Problem requirements.
Below are several entries. Transcribe exactly those lines that fall from the one with "959,41 L 955,35 Z" through the one with "M 21,112 L 21,132 L 2,132 Z", end lines included.
** Opening Data excerpts block **
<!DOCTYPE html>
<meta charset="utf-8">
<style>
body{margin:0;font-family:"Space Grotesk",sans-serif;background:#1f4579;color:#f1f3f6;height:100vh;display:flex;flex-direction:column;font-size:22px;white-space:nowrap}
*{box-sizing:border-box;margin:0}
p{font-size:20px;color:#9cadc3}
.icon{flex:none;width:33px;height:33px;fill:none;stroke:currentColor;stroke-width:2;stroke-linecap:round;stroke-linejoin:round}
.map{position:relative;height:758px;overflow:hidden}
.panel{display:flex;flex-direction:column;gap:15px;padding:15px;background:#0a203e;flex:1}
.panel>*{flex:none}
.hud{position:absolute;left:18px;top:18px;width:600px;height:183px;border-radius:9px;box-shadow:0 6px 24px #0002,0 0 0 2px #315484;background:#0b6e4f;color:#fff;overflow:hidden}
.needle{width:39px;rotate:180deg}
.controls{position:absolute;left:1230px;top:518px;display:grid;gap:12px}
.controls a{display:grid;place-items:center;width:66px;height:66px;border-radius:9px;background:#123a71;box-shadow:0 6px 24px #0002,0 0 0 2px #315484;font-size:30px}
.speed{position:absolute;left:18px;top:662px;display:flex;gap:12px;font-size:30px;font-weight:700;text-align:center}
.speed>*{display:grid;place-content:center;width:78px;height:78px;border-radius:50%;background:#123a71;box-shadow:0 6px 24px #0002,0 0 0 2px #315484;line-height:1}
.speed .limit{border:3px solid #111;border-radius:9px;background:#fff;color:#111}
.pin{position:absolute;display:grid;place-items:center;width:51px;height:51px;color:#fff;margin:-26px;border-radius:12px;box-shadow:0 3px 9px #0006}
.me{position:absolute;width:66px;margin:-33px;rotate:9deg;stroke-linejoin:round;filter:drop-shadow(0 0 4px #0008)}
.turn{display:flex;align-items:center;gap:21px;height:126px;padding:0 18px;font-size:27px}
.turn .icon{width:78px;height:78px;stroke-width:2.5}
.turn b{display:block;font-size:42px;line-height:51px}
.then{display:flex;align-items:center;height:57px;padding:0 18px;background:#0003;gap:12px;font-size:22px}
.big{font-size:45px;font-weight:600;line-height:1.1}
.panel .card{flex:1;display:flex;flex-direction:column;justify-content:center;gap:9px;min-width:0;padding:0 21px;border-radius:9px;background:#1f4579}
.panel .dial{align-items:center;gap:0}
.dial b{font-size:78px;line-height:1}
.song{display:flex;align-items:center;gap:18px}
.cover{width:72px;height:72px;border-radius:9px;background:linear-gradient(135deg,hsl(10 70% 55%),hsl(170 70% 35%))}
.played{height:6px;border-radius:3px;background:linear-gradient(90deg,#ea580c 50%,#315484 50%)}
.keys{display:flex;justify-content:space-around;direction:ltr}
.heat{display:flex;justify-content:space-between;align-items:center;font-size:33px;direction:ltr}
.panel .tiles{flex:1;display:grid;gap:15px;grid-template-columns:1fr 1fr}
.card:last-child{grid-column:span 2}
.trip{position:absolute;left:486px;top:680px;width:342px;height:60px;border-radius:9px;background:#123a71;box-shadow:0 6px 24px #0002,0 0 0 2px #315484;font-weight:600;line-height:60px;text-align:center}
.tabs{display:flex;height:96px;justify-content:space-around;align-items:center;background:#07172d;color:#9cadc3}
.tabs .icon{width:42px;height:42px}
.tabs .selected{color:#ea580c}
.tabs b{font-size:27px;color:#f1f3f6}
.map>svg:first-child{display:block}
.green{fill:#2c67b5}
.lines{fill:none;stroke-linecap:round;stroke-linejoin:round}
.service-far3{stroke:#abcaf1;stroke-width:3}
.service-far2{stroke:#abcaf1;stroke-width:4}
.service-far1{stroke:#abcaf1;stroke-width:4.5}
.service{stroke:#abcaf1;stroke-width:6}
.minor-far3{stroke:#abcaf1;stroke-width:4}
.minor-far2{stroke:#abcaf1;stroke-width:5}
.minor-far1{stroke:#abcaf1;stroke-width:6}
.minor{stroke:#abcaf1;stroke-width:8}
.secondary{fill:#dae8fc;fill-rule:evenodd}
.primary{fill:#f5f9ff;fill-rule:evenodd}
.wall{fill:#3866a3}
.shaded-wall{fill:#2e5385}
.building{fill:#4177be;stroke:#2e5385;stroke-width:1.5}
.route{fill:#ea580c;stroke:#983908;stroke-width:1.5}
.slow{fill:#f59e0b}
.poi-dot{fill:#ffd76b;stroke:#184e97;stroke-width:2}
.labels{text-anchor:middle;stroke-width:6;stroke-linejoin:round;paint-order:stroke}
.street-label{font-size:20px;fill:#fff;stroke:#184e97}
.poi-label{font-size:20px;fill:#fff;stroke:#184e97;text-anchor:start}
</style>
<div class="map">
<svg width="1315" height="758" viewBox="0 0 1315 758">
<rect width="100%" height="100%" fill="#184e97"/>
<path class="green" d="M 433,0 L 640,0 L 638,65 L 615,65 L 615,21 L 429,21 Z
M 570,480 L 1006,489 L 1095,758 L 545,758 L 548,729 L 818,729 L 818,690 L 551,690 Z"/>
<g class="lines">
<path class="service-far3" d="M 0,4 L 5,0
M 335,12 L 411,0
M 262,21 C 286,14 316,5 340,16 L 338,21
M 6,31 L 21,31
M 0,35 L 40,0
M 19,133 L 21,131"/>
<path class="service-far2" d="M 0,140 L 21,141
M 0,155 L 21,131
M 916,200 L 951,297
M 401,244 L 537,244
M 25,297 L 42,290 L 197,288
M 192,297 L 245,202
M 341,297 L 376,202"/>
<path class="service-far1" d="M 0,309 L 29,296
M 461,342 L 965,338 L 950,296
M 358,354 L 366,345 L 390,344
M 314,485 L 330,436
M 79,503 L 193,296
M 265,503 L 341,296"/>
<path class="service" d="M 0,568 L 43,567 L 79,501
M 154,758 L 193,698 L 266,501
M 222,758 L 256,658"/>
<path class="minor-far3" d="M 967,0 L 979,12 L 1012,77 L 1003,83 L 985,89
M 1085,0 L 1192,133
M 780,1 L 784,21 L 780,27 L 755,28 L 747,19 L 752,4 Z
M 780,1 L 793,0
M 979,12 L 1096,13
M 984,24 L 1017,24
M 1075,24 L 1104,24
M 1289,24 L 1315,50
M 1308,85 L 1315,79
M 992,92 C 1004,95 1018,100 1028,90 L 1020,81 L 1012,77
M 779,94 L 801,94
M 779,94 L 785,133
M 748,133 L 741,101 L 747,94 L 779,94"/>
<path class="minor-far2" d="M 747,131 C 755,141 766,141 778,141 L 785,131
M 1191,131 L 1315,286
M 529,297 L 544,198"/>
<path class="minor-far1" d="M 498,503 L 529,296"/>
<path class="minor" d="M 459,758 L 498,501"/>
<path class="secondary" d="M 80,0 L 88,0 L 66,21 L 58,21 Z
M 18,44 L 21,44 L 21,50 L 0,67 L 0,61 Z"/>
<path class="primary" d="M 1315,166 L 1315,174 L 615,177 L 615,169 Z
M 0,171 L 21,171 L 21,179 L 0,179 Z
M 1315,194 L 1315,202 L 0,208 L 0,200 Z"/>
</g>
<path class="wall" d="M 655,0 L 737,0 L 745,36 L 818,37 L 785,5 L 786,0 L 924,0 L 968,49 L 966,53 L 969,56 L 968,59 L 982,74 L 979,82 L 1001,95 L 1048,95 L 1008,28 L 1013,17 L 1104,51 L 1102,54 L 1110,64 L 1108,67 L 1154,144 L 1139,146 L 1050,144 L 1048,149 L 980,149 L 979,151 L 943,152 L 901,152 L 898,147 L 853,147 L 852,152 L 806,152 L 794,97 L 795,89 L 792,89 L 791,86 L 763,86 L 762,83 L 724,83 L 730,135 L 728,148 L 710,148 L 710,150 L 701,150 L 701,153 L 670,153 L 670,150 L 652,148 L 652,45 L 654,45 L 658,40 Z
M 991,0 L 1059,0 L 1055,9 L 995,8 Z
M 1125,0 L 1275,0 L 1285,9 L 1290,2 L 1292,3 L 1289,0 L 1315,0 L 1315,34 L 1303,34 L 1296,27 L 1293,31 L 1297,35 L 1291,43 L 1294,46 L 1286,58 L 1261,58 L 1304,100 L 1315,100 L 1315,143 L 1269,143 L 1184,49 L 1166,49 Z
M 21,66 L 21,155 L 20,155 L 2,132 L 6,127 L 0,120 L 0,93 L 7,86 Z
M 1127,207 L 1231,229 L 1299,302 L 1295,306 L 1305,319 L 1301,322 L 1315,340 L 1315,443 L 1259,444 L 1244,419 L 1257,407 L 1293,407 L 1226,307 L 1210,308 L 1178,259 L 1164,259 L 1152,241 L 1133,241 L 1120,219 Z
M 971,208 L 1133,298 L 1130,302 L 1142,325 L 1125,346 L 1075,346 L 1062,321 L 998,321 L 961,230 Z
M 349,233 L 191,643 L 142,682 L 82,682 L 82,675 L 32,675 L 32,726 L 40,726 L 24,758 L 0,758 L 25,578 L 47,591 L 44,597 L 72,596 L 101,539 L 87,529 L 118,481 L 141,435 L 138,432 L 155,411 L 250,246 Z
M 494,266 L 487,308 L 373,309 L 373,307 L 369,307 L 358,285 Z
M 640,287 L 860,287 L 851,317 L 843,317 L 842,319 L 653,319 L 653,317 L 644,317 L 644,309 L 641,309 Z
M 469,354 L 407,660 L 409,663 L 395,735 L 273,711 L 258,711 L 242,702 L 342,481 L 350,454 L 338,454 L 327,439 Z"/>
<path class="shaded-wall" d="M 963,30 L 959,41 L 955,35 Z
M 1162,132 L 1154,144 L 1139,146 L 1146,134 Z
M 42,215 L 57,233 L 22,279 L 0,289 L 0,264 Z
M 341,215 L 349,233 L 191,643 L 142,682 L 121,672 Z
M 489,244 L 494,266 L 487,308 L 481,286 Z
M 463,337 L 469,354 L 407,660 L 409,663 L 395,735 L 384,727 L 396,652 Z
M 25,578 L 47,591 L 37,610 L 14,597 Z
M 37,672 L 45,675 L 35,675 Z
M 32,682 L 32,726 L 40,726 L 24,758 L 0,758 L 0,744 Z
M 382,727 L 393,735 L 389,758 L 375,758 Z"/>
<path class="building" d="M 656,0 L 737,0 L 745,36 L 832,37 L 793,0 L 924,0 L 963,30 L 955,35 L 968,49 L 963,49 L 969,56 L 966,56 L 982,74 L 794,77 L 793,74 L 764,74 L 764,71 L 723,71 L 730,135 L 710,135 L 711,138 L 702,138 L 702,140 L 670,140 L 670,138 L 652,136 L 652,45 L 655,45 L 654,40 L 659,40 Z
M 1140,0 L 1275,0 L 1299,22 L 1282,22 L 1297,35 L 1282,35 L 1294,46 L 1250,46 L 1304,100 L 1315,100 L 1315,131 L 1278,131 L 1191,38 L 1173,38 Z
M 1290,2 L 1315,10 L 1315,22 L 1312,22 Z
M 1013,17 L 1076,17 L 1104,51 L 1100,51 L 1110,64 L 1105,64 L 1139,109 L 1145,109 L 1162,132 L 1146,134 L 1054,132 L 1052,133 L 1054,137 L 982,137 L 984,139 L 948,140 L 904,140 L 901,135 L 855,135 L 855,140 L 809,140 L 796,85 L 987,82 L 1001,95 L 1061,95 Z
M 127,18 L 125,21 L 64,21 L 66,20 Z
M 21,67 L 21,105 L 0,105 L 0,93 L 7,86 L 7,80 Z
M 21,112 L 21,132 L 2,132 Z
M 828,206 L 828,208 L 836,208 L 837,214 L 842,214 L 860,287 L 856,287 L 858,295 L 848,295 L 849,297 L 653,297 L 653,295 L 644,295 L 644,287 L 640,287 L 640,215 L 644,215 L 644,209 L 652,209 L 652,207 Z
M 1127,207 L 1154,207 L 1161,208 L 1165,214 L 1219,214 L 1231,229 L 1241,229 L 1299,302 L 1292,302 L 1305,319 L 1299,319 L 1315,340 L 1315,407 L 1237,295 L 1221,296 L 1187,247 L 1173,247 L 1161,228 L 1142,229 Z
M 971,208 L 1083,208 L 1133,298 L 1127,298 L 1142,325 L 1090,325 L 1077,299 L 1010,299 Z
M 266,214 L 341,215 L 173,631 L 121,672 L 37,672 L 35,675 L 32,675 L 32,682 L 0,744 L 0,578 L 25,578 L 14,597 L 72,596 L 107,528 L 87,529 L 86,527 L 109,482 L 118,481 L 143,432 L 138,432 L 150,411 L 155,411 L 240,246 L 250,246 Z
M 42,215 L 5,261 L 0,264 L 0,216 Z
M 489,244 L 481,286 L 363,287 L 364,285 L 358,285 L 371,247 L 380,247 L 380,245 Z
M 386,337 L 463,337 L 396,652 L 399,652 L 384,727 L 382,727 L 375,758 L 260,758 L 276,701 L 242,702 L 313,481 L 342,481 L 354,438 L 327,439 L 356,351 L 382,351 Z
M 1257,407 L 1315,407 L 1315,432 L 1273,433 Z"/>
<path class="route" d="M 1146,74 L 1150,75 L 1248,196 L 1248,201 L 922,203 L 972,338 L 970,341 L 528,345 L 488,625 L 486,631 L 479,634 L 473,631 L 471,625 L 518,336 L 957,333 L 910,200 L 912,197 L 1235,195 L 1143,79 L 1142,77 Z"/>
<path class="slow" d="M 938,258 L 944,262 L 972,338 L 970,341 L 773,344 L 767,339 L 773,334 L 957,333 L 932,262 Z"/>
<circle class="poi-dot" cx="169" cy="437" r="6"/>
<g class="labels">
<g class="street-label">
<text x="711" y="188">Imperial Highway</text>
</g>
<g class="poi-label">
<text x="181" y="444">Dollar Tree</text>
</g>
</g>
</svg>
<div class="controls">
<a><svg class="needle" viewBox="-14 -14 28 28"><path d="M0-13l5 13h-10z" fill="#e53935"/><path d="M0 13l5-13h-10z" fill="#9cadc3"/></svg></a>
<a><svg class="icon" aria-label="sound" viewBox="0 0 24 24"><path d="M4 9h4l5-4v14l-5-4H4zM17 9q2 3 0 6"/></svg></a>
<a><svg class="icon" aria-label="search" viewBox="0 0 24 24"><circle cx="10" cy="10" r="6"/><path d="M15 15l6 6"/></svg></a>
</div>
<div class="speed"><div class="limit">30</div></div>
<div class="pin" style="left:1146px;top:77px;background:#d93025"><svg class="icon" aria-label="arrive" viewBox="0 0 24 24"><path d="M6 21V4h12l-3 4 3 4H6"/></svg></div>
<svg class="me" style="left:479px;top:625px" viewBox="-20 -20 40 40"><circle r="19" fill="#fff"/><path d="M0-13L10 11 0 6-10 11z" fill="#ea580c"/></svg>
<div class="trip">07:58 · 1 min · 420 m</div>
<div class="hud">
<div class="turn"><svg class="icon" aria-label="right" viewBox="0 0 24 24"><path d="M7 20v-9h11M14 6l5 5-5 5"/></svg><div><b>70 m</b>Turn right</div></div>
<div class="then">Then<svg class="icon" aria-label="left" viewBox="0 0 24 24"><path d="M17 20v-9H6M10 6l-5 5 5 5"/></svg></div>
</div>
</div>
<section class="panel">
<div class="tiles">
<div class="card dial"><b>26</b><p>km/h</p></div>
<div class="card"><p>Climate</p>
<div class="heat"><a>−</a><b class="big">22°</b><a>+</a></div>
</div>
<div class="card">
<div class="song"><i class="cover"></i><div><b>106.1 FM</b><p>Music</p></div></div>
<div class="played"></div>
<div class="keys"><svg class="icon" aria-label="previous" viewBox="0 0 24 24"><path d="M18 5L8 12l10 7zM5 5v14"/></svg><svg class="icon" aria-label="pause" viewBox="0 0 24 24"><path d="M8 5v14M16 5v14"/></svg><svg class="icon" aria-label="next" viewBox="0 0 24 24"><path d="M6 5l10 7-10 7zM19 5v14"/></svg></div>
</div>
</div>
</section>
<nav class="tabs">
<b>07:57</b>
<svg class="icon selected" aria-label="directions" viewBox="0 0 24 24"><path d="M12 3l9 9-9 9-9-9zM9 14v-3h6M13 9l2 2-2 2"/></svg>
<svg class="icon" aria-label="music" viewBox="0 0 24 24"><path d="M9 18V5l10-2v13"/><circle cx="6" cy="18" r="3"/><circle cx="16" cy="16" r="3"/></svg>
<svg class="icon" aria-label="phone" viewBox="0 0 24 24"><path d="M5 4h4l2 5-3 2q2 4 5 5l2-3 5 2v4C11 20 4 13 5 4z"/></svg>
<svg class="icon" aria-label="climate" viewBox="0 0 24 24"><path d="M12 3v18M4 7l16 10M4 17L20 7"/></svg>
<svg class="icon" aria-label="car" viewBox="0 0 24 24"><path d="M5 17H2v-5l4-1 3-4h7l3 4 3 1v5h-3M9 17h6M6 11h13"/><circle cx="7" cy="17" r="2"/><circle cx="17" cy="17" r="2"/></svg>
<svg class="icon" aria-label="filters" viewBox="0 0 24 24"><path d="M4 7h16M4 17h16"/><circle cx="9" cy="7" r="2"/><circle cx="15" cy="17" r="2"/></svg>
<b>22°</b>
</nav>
** Closing Data excerpts block **
Expected output.
<path class="shaded-wall" d="M 963,30 L 959,41 L 955,35 Z
M 1162,132 L 1154,144 L 1139,146 L 1146,134 Z
M 42,215 L 57,233 L 22,279 L 0,289 L 0,264 Z
M 341,215 L 349,233 L 191,643 L 142,682 L 121,672 Z
M 489,244 L 494,266 L 487,308 L 481,286 Z
M 463,337 L 469,354 L 407,660 L 409,663 L 395,735 L 384,727 L 396,652 Z
M 25,578 L 47,591 L 37,610 L 14,597 Z
M 37,672 L 45,675 L 35,675 Z
M 32,682 L 32,726 L 40,726 L 24,758 L 0,758 L 0,744 Z
M 382,727 L 393,735 L 389,758 L 375,758 Z"/>
<path class="building" d="M 656,0 L 737,0 L 745,36 L 832,37 L 793,0 L 924,0 L 963,30 L 955,35 L 968,49 L 963,49 L 969,56 L 966,56 L 982,74 L 794,77 L 793,74 L 764,74 L 764,71 L 723,71 L 730,135 L 710,135 L 711,138 L 702,138 L 702,140 L 670,140 L 670,138 L 652,136 L 652,45 L 655,45 L 654,40 L 659,40 Z
M 1140,0 L 1275,0 L 1299,22 L 1282,22 L 1297,35 L 1282,35 L 1294,46 L 1250,46 L 1304,100 L 1315,100 L 1315,131 L 1278,131 L 1191,38 L 1173,38 Z
M 1290,2 L 1315,10 L 1315,22 L 1312,22 Z
M 1013,17 L 1076,17 L 1104,51 L 1100,51 L 1110,64 L 1105,64 L 1139,109 L 1145,109 L 1162,132 L 1146,134 L 1054,132 L 1052,133 L 1054,137 L 982,137 L 984,139 L 948,140 L 904,140 L 901,135 L 855,135 L 855,140 L 809,140 L 796,85 L 987,82 L 1001,95 L 1061,95 Z
M 127,18 L 125,21 L 64,21 L 66,20 Z
M 21,67 L 21,105 L 0,105 L 0,93 L 7,86 L 7,80 Z
M 21,112 L 21,132 L 2,132 Z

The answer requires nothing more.